July 24, 2010

U.S. Government Pledge to Fight Against AIDS

President Barack Obama and Secretary of State Hillary Rodham Clinton have pledged U.S. support for the global fight against AIDS.

The two said during an international conference dedicated to the disease on Friday that they were committed to building upon progress and taking the lead in ensuring a sustainable and effective response.

"Ending this pandemic won't be easy, and it won't happen overnight," Obama told delegates gathered in the Austrian capital of Vienna. "But thanks to you, we've come a long way "” and the United States is committed to continuing that progress."

According to the Associated Press (AP), "Clinton said the United States believes access to HIV/AIDS prevention, treatment and care should be a universal and shared responsibility and said health was a human right."

"As we push to expand access to these resources, the United States will continue to work with our partner countries and with civil society to help empower citizens to lead the charge in their own countries," she said.
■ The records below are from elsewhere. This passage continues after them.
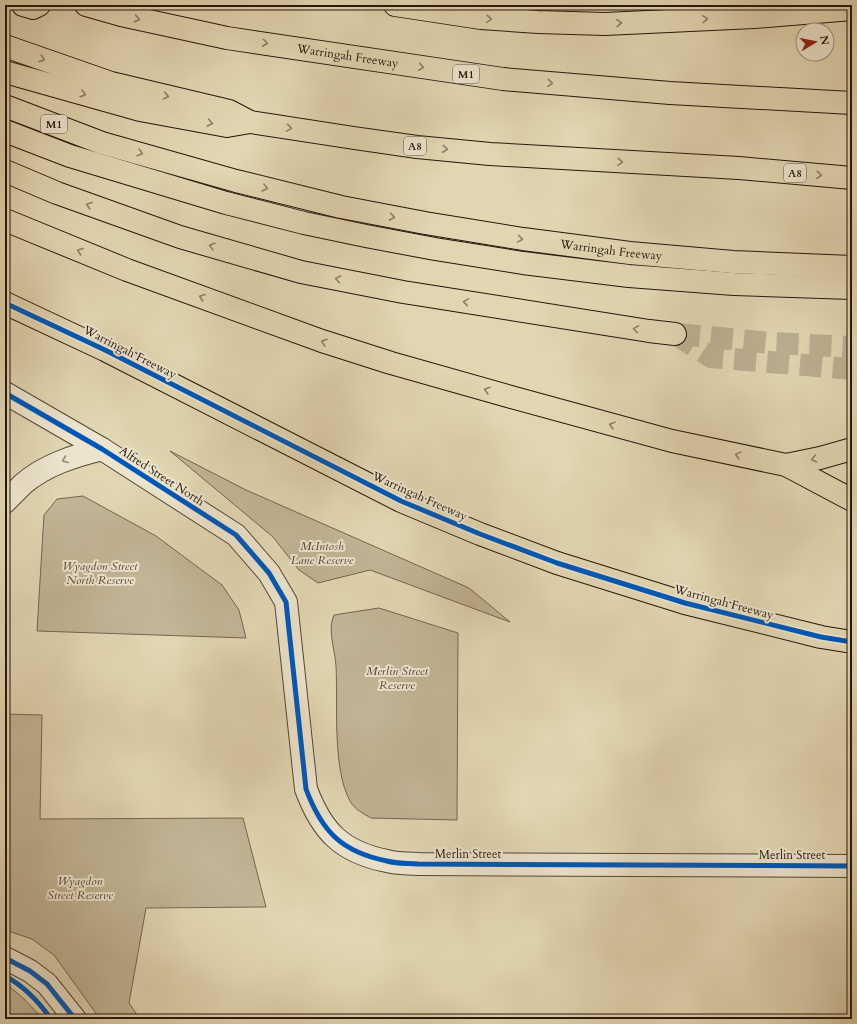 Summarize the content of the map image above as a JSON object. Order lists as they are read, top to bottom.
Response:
{
  "streets": {
    "highway": ["Warringah Freeway", "M1", "A8"],
    "street": ["Alfred Street North", "Merlin Street"]
  },
  "crossings": [
    ["Alfred Street North", "Merlin Street"]
  ],
  "parks": [
    "McIntosh Lane Reserve",
    "Wyagdon Street North Reserve",
    "Merlin Street Reserve",
    "Wyagdon Street Reserve"
  ],
  "north": "right"
} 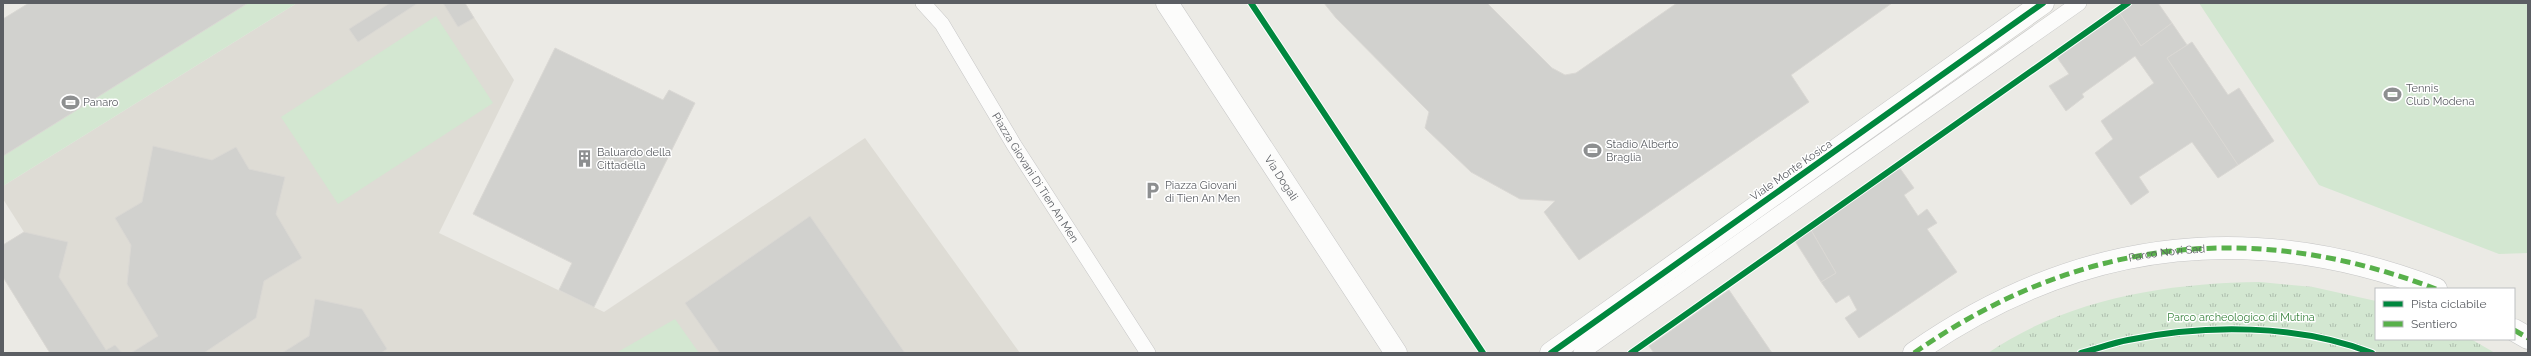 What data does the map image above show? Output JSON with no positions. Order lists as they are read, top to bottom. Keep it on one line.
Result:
{"streets":{"street":["Viale Monte Kosica","Via Dogali","Parco Novi Sad"],"lane":["Piazza Giovani Di Tien An Men"]},"parks":["Parco archeologico di Mutina"],"places":{"sports":["Tennis Club Modena","Panaro","Stadio Alberto Braglia"],"building":["Baluardo della Cittadella"],"parking":["Piazza Giovani di Tien An Men"]},"legend":["Pista ciclabile","Sentiero"]} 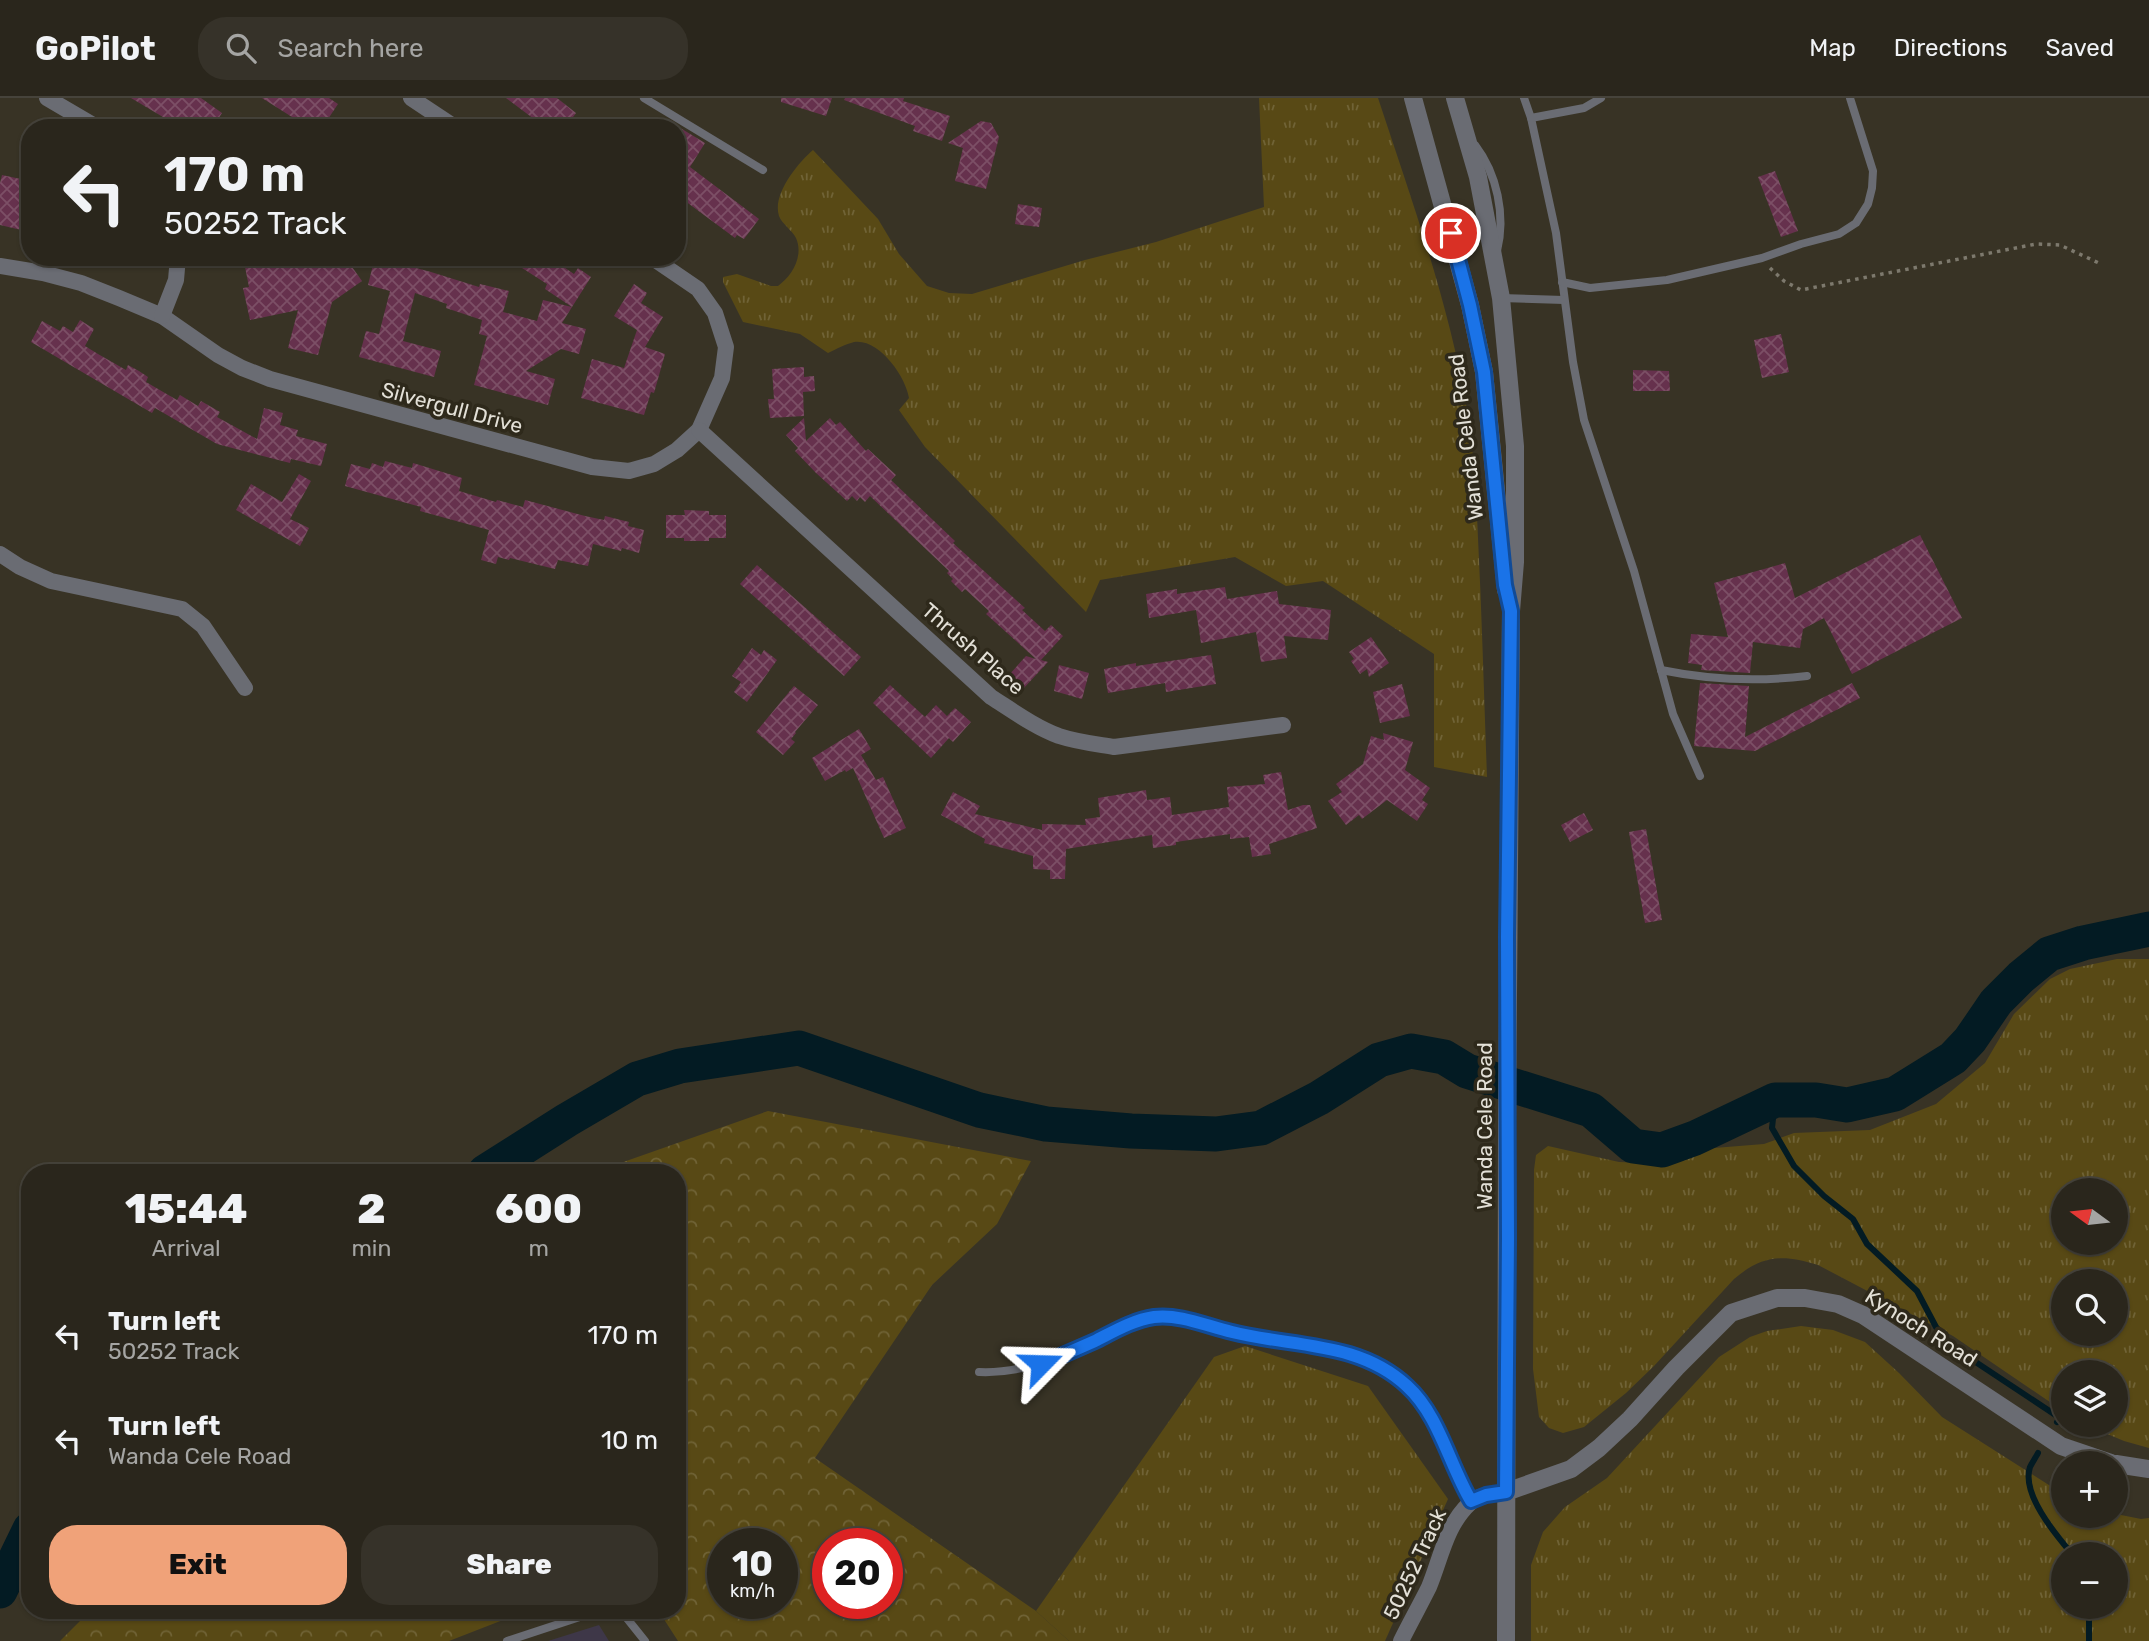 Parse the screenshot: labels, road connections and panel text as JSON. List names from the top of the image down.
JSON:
{
  "streets": {
    "street": [
      "Silvergull Drive",
      "Wanda Cele Road",
      "Thrush Place",
      "Kynoch Road",
      "50252 Track"
    ]
  },
  "crossings": [
    ["Silvergull Drive", "Thrush Place"],
    ["Wanda Cele Road", "Kynoch Road"],
    ["Wanda Cele Road", "50252 Track"],
    ["Kynoch Road", "50252 Track"]
  ],
  "north": "left",
  "page": {
    "header": "GoPilot",
    "search": "Search here",
    "nav": ["Map", "Directions", "Saved"],
    "turn": ["170 m", "50252 Track"],
    "eta": [
      "15:44",
      "Arrival",
      "2",
      "min",
      "600",
      "m"
    ],
    "map_buttons": ["+", "−"],
    "list": [
      {
        "name": "Turn left",
        "note": "50252 Track",
        "value": "170 m"
      },
      {
        "name": "Turn left",
        "note": "Wanda Cele Road",
        "value": "10 m"
      }
    ],
    "buttons": ["Exit", "Share"],
    "speed": "10 km/h",
    "limit": "20"
  }
} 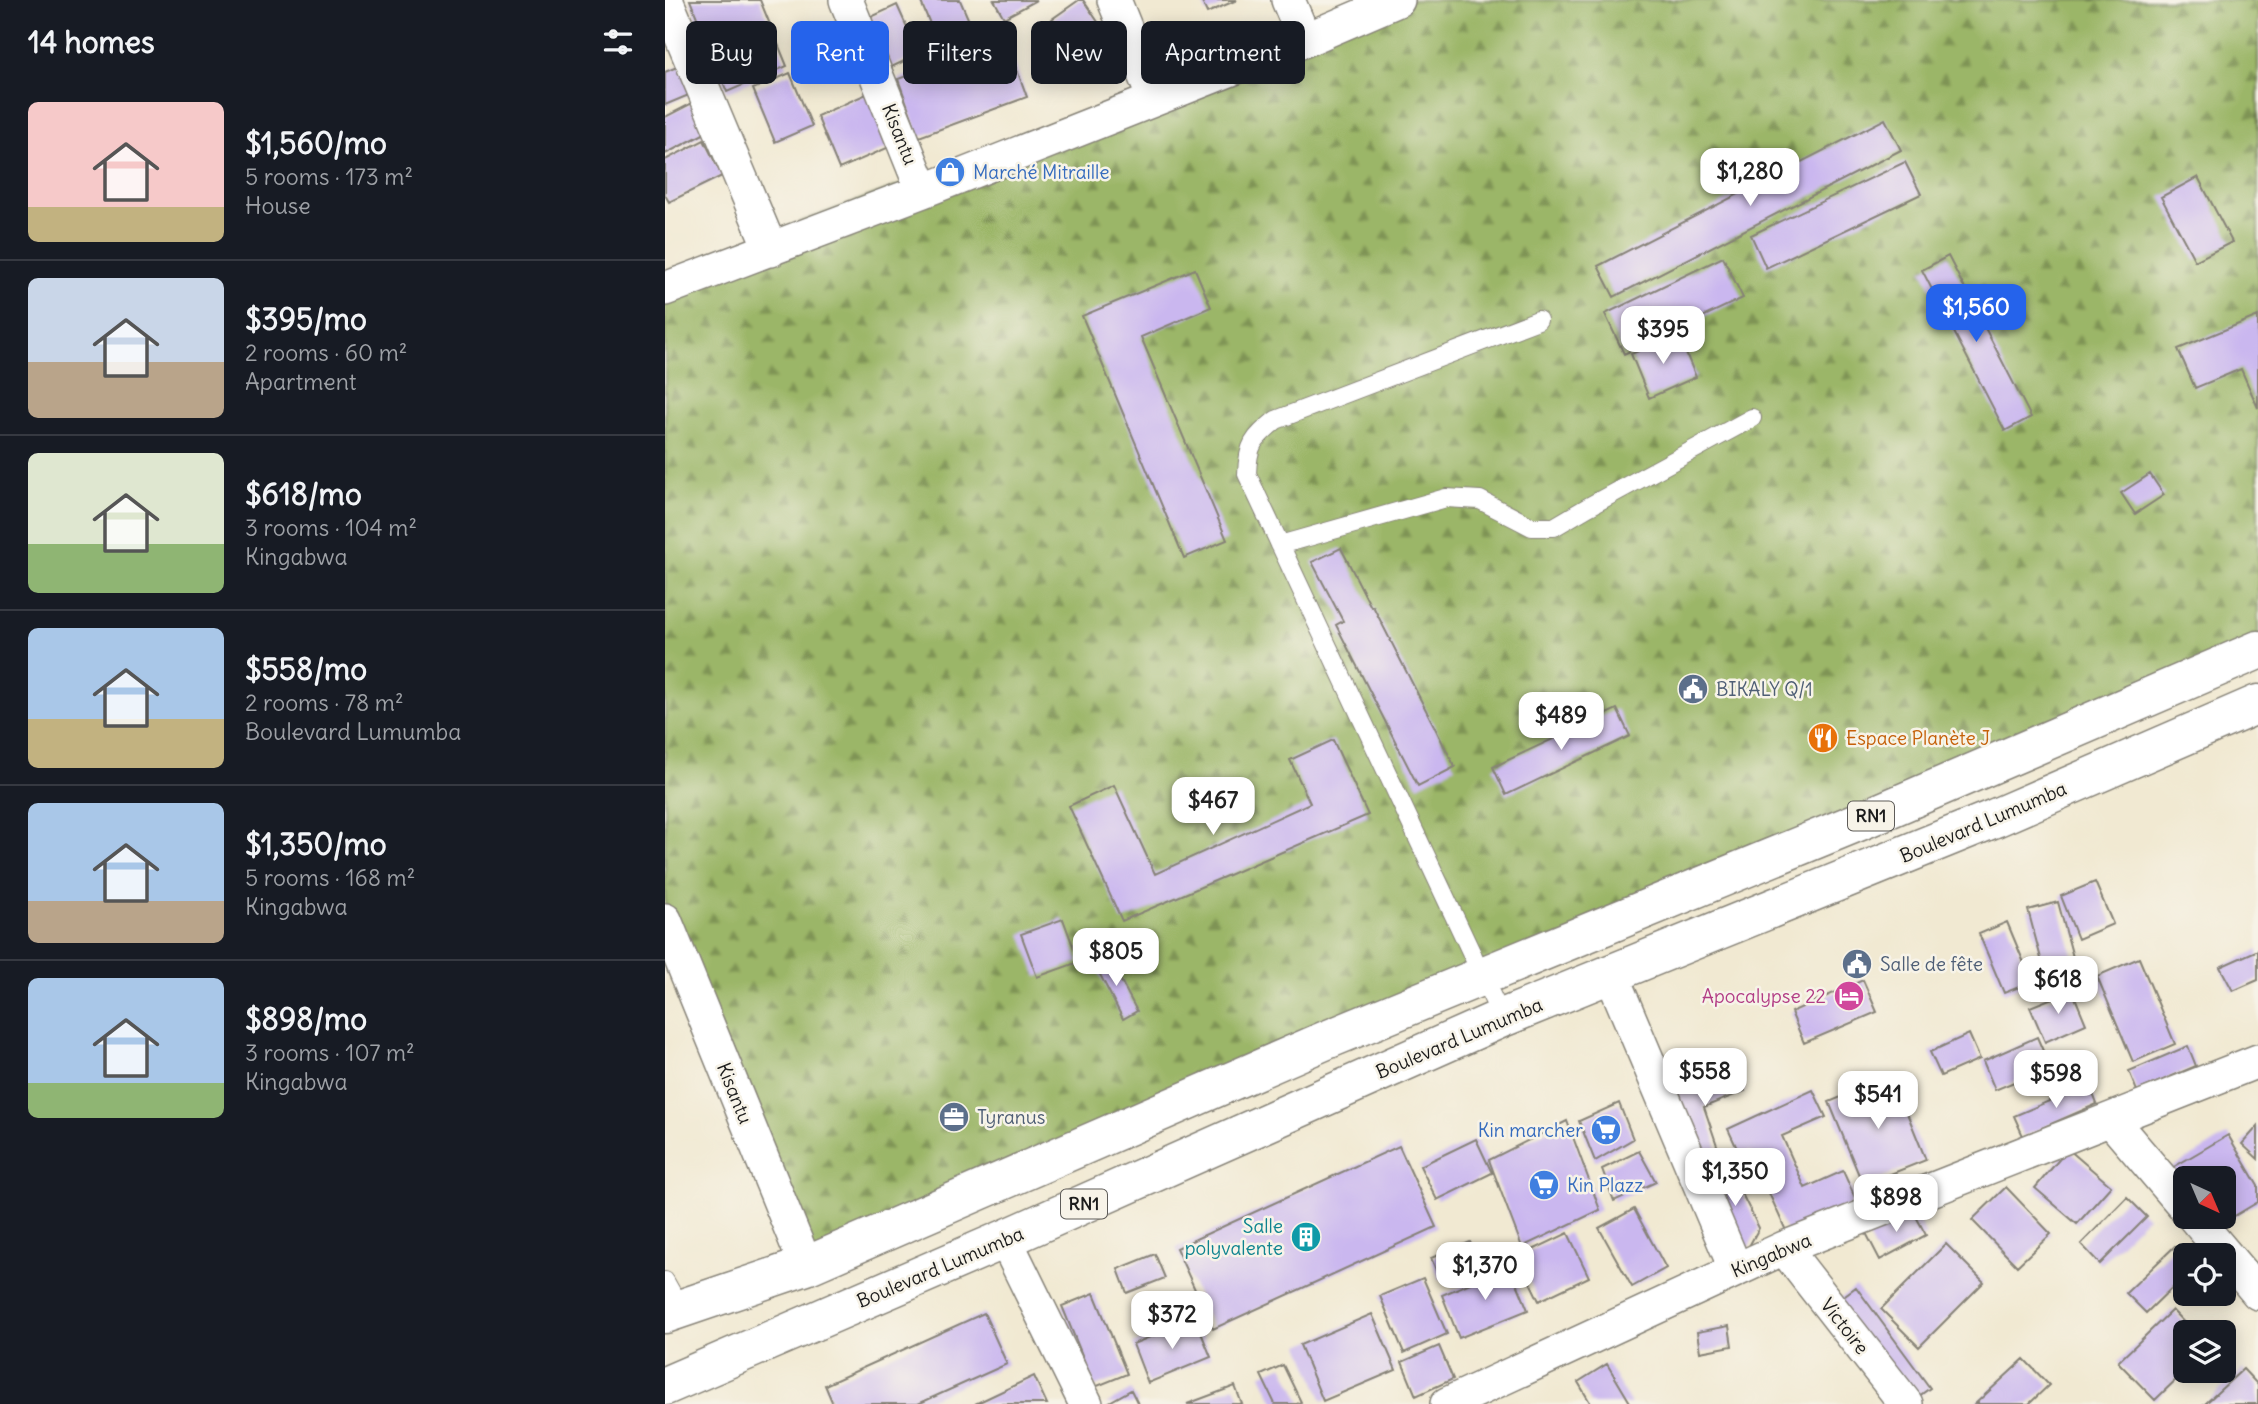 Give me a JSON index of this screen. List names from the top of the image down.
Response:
{
  "streets": {
    "highway": ["RN1", "Boulevard Lumumba"],
    "street": ["Kisantu", "Kingabwa", "Victoire"]
  },
  "crossings": [
    ["Kisantu", "RN1"],
    ["Kingabwa", "Victoire"]
  ],
  "places": {
    "shop": ["Marché Mitraille"],
    "public building": ["BIKALY Q/1", "Salle de fête"],
    "restaurant": ["Espace Planète J"],
    "hotel": ["Apocalypse 22"],
    "office": ["Tyranus"],
    "supermarket": ["Kin marcher", "Kin Plazz"],
    "building": ["Salle polyvalente"]
  },
  "north": "bottom right",
  "page": {
    "heading": "14 homes",
    "chip": [
      "Buy",
      "Rent",
      "Filters",
      "New",
      "Apartment"
    ],
    "list": [
      {
        "name": "$1,560/mo",
        "note": "5 rooms · 173 m² · House"
      },
      {
        "name": "$395/mo",
        "note": "2 rooms · 60 m² · Apartment"
      },
      {
        "name": "$618/mo",
        "note": "3 rooms · 104 m² · Kingabwa"
      },
      {
        "name": "$558/mo",
        "note": "2 rooms · 78 m² · Boulevard Lumumba"
      },
      {
        "name": "$1,350/mo",
        "note": "5 rooms · 168 m² · Kingabwa"
      },
      {
        "name": "$898/mo",
        "note": "3 rooms · 107 m² · Kingabwa"
      }
    ],
    "price": [
      "$1,280",
      "$1,560",
      "$395",
      "$489",
      "$467",
      "$805",
      "$618",
      "$558",
      "$598",
      "$541",
      "$1,350",
      "$898",
      "$1,370",
      "$372"
    ]
  }
}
The next international AIDS conference will be hosted in Washington in July 2012.

Over 19,000 delegates heard promising news about a vaginal gel spiked with the AIDS drug tenofir that has proved capable of blocking the virus.

The World Health Organization announced that a record 5.2 million people were receiving lifesaving AIDS drugs last year, up from 4 million in 2008.

However, the gathering was overshadowed by the woes about replenishing the Global Fund to Fight AIDS, Tuberculosis and Malaria.

In October, donors will meet to decide on the fund's financing level for the next three years during concerns that a desired $20 billion in pledges will not be reached.

A recent U.N. report showed that the U.S. was the largest donor of international AIDS assistance in 2009, accounting for over 58 percent of disbursements by governments.

Conference chief Julio Montaner of the International AIDS Society said the U.S. has what it takes to make a difference.

"The U.S. has the power to literally change the course of the epidemic," Montaner said.

Nobel peace laureate Desmond Tutu of South Africa said that HIV prevention, treatment, care and support are a human rights priority.

"To deny treatment is to deny life itself," Tutu said in a video address.

Activists have slammed the rich G-8 countries for failing to deliver on a commitment to ensure that everyone infected with HIV and AIDS gets treatment by 2010.

The U.N.'s top investigator on torture and punishment warned delegates that overcrowded prisons are breeding grounds for AIDS.

Manfred Nowak said that inmates are often held in inhumane conditions in which the virus is spread through the use of non-sterile drug injection equipment, sexual contacts, tattooing and sharing of razors.